Laparoscopic Surgery Does Not Enhance Colon Cancer Spread

SAN DIEGO—It has been suggested that laparoscopic surgical techniques may increase malignant cell spread, due primarily to peritoneal insufflation. A study conducted at the Colorectal Cancer Unit, Institut de Malalties Digestives, Hospital Clinic, Barcelona, Spain, has found that the type of surgery is not a determining factor in colorectal cancer spread.

Xavier Bessa, MD, a research fellow at the Hospital Clinic, reported the results at the plenary session of the Society for Surgery of the Alimentary Tract meeting held during Digestive Disease Week.

“Our aim was to investigate the potential harmful effect laparoscopic surgery may have,” he said. “Now that we are able to detect neoplastic cells in human biologic samples, we could evaluate the effect of surgery on tumoral dissemination by comparing lapa-roscopic-assisted colectomy with open colectomy.”

Dr. Bessa and his colleagues randomly assigned 50 consecutive nonmetastatic colorectal cancer patients to laparoscopic-assisted colectomy (26) or open colectomy (24). Peripheral venous blood samples were collected before the procedure as a baseline, immediately after the procedure, and then 24 hours after surgery.

In a subgroup of 20 patients, divided evenly between the two procedures, portal blood and peritoneal fluid samples were obtained both at the start and the end of surgery.

Dr. Bessa explained that neoplastic cells were detected by means of reverse transcriptase-polymerase chain reaction (PCR) targeted to carcinoembryonic antigen (CEA) mRNA.

Before surgery, CEA mRNA expression was detected in peripheral blood from 35 patients, 20 from the lapa-roscopic-assisted colectomy group and 15 from the open colectomy group.
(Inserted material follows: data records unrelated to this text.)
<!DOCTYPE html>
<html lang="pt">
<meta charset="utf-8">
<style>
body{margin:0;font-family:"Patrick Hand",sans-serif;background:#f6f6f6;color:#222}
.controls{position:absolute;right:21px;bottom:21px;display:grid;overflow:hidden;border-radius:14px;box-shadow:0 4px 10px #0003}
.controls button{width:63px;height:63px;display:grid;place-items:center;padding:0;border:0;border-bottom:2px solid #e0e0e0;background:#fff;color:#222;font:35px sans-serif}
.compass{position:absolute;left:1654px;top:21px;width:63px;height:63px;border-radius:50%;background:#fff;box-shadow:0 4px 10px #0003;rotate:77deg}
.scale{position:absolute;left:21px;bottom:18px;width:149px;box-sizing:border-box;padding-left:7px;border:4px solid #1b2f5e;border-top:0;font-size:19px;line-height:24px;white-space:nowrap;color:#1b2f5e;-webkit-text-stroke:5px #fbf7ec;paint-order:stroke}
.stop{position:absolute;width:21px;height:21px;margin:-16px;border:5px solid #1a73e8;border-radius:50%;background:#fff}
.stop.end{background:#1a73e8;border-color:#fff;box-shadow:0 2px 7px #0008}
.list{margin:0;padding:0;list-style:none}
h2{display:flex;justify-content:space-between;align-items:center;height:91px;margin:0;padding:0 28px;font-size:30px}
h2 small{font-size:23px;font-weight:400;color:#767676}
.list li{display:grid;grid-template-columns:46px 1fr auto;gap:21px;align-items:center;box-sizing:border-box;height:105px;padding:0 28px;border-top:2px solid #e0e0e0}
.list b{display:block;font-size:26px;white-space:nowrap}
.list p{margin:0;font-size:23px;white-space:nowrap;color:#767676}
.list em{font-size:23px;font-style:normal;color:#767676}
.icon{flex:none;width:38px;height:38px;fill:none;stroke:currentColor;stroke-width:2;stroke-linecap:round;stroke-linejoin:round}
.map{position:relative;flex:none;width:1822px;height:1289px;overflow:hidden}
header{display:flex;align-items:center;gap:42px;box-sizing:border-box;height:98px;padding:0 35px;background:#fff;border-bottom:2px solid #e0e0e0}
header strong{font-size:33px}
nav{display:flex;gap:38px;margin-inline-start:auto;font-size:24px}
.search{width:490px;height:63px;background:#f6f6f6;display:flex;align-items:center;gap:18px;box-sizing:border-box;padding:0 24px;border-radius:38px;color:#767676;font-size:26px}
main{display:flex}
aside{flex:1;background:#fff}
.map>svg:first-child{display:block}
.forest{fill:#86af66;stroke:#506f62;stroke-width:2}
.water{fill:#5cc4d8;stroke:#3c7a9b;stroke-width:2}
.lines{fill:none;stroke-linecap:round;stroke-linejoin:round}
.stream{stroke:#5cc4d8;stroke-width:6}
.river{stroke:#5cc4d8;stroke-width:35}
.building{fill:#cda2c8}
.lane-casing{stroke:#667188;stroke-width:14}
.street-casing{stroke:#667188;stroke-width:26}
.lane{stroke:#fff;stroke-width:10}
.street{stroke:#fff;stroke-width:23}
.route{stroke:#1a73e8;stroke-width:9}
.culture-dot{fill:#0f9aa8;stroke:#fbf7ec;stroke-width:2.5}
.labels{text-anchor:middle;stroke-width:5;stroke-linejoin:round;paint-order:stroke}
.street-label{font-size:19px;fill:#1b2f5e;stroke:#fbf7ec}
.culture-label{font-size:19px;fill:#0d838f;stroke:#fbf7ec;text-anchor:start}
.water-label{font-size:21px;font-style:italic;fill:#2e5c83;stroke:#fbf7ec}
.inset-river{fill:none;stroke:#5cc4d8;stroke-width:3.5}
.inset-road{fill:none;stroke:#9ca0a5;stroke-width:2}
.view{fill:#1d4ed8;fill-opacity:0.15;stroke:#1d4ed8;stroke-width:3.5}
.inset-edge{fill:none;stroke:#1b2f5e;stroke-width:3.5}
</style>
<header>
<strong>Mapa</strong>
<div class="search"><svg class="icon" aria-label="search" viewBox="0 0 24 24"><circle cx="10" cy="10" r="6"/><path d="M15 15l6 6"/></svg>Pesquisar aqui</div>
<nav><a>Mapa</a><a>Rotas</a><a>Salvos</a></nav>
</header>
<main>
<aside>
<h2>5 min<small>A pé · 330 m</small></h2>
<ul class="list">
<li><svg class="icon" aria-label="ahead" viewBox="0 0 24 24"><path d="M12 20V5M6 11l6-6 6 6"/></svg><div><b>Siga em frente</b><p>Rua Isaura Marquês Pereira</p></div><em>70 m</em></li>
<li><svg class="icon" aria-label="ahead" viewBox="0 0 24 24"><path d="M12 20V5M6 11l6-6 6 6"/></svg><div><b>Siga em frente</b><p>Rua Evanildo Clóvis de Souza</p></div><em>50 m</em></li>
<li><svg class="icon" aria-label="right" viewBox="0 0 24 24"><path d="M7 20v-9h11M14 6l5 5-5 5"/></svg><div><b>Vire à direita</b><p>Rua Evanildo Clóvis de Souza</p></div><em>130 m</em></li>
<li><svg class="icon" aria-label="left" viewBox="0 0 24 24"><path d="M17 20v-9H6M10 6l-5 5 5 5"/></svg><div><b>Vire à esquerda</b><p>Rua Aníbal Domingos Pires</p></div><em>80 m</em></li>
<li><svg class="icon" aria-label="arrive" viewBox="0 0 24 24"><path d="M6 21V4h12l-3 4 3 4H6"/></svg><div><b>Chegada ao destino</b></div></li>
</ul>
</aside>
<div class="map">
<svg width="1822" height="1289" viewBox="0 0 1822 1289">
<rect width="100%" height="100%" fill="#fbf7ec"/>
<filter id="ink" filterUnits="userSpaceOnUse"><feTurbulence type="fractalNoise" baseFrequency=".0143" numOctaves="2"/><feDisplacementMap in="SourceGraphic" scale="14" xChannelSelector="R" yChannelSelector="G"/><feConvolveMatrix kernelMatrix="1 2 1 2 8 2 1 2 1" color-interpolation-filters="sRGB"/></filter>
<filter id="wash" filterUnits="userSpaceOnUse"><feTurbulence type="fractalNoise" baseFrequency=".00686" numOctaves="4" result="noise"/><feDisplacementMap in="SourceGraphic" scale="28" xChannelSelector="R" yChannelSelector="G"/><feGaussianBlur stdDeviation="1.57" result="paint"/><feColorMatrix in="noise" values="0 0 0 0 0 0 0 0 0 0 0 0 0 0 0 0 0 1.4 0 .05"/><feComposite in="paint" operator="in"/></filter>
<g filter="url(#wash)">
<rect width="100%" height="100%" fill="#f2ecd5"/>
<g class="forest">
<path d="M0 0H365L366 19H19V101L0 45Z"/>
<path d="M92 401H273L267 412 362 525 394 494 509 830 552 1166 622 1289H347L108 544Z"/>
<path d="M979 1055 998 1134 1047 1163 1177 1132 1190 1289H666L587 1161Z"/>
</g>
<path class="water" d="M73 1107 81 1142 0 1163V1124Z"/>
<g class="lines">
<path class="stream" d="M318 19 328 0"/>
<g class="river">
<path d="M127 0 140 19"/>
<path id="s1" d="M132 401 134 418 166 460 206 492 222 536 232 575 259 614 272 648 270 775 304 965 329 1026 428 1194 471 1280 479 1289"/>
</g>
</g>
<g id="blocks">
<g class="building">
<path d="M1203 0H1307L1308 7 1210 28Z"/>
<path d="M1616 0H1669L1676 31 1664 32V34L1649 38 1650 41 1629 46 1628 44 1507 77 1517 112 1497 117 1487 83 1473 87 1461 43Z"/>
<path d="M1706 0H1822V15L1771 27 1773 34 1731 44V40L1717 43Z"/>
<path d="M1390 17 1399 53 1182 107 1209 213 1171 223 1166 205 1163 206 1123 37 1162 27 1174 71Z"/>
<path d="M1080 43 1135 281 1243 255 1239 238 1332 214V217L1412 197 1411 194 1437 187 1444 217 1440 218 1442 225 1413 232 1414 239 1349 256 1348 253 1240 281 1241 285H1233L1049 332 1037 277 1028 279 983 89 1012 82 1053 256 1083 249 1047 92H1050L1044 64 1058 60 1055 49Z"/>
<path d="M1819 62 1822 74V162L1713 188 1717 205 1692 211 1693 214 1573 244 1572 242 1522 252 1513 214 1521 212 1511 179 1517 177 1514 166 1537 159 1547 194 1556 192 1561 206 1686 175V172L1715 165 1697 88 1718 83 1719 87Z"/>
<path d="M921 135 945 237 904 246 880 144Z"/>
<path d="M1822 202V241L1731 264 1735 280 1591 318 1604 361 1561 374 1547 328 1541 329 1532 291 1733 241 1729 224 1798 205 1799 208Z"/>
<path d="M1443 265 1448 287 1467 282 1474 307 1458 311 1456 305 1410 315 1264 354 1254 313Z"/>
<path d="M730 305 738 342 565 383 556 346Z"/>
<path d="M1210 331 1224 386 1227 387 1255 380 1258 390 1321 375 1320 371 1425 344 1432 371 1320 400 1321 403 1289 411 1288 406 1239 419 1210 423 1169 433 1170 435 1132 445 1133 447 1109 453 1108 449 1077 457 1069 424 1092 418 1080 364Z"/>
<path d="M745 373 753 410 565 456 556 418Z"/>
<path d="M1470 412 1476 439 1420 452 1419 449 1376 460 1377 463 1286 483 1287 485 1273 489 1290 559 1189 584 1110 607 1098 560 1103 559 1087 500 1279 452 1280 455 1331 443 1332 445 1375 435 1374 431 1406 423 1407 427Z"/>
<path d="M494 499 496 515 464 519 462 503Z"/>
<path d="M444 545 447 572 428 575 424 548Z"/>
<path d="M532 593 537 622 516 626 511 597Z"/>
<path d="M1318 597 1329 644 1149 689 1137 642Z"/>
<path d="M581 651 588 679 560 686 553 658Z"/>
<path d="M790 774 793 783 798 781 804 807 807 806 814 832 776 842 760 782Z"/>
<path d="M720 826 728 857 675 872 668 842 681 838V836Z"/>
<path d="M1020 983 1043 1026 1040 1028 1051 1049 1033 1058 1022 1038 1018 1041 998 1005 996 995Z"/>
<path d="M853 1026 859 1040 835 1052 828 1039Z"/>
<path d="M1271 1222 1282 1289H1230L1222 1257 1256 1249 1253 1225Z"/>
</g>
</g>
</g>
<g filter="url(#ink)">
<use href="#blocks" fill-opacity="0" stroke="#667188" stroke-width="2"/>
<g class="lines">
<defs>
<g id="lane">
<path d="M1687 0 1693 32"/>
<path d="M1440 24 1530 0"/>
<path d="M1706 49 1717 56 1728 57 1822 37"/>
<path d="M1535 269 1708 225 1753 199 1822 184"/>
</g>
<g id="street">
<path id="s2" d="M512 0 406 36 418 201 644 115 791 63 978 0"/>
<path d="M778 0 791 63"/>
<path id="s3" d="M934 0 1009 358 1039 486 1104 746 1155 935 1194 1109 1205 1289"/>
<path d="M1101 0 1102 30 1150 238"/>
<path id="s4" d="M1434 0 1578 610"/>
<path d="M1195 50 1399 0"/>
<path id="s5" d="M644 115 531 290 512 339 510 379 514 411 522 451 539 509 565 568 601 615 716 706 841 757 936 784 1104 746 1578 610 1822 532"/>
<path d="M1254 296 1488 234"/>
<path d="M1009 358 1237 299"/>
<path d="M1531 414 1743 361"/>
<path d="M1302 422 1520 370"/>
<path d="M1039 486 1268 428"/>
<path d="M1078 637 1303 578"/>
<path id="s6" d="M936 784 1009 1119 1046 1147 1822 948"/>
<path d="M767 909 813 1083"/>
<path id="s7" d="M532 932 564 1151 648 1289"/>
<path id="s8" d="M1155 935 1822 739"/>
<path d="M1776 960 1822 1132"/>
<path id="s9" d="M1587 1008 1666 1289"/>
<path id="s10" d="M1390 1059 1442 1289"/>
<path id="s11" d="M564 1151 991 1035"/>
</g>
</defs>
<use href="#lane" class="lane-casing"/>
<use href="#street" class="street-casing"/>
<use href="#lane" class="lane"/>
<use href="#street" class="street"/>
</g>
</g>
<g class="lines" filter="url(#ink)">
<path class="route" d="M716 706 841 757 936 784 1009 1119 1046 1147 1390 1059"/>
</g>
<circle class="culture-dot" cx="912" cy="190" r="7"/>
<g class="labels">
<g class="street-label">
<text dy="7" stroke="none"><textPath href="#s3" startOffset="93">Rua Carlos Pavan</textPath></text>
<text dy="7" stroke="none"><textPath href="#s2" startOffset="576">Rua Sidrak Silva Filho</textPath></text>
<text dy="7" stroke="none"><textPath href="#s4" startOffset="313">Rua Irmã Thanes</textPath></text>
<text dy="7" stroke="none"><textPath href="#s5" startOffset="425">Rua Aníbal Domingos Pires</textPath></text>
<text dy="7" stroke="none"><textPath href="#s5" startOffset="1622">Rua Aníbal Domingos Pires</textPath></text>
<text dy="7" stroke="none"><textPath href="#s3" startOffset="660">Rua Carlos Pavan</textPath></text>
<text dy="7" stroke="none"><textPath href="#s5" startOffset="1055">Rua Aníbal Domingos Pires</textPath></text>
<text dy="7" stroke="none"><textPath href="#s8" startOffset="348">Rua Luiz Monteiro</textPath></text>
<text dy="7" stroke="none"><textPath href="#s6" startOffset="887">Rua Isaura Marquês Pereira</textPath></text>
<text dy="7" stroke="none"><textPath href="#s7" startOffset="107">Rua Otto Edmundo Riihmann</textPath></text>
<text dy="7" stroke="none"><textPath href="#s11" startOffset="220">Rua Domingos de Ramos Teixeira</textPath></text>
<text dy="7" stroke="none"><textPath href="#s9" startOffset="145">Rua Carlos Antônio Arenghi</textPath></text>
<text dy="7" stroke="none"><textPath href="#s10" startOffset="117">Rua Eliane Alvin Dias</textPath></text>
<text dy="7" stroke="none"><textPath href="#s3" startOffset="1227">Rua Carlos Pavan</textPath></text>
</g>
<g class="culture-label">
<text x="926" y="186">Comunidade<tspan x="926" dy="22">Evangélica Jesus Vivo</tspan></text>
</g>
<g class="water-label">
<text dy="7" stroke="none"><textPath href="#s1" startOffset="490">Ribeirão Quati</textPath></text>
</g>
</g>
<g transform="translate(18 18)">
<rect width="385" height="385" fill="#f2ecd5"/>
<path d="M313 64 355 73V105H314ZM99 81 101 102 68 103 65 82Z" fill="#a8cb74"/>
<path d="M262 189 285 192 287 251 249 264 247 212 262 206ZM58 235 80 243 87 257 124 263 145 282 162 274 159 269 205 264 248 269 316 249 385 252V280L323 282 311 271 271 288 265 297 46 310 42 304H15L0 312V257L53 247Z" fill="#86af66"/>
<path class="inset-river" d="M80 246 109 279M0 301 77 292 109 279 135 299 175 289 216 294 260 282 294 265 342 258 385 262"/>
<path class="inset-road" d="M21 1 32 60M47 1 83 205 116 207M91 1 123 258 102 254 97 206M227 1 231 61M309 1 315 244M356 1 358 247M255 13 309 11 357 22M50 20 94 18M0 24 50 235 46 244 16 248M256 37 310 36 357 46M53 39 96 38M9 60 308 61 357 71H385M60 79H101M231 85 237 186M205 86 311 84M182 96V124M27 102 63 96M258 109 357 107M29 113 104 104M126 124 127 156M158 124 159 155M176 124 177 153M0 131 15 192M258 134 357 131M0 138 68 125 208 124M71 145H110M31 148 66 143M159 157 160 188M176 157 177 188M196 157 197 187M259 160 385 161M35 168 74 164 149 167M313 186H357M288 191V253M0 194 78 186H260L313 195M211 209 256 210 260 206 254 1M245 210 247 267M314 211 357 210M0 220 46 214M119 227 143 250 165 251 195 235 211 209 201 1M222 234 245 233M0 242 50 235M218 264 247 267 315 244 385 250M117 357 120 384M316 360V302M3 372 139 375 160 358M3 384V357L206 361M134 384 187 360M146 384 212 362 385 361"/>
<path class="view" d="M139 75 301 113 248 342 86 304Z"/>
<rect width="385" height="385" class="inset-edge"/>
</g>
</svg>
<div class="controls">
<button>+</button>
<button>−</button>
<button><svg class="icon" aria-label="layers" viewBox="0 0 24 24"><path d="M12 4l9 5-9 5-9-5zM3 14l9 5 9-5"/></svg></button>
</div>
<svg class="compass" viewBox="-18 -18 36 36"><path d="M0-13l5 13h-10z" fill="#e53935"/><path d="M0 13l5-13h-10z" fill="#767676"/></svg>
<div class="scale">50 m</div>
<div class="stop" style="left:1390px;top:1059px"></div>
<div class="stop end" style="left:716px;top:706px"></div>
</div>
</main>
In preoperatively negative patients, CEA mRNA expression was detected at the end of surgery in three of six laparoscopic patients, and in two of eight open surgery patients.

Conversion persisted 24 hours after surgery in all open colectomy patients and in two cases from the laparoscopic group. Before tumor mobilization, portal blood CEA mRNA expression was detected in seven patients from the laparoscopic group and in eight from the open surgery group.

In addition, while baseline peritoneal fluid CEA mRNA expression was not detected in any patient, one case from each group became positive following surgery. None of the differences between groups reached statistical significance.

“We concluded that while preoperative and perioperative dissemination of tumor cells is frequent in colorectal cancer, the surgical approach does not seem to be a determining factor,” Dr. Bessa said.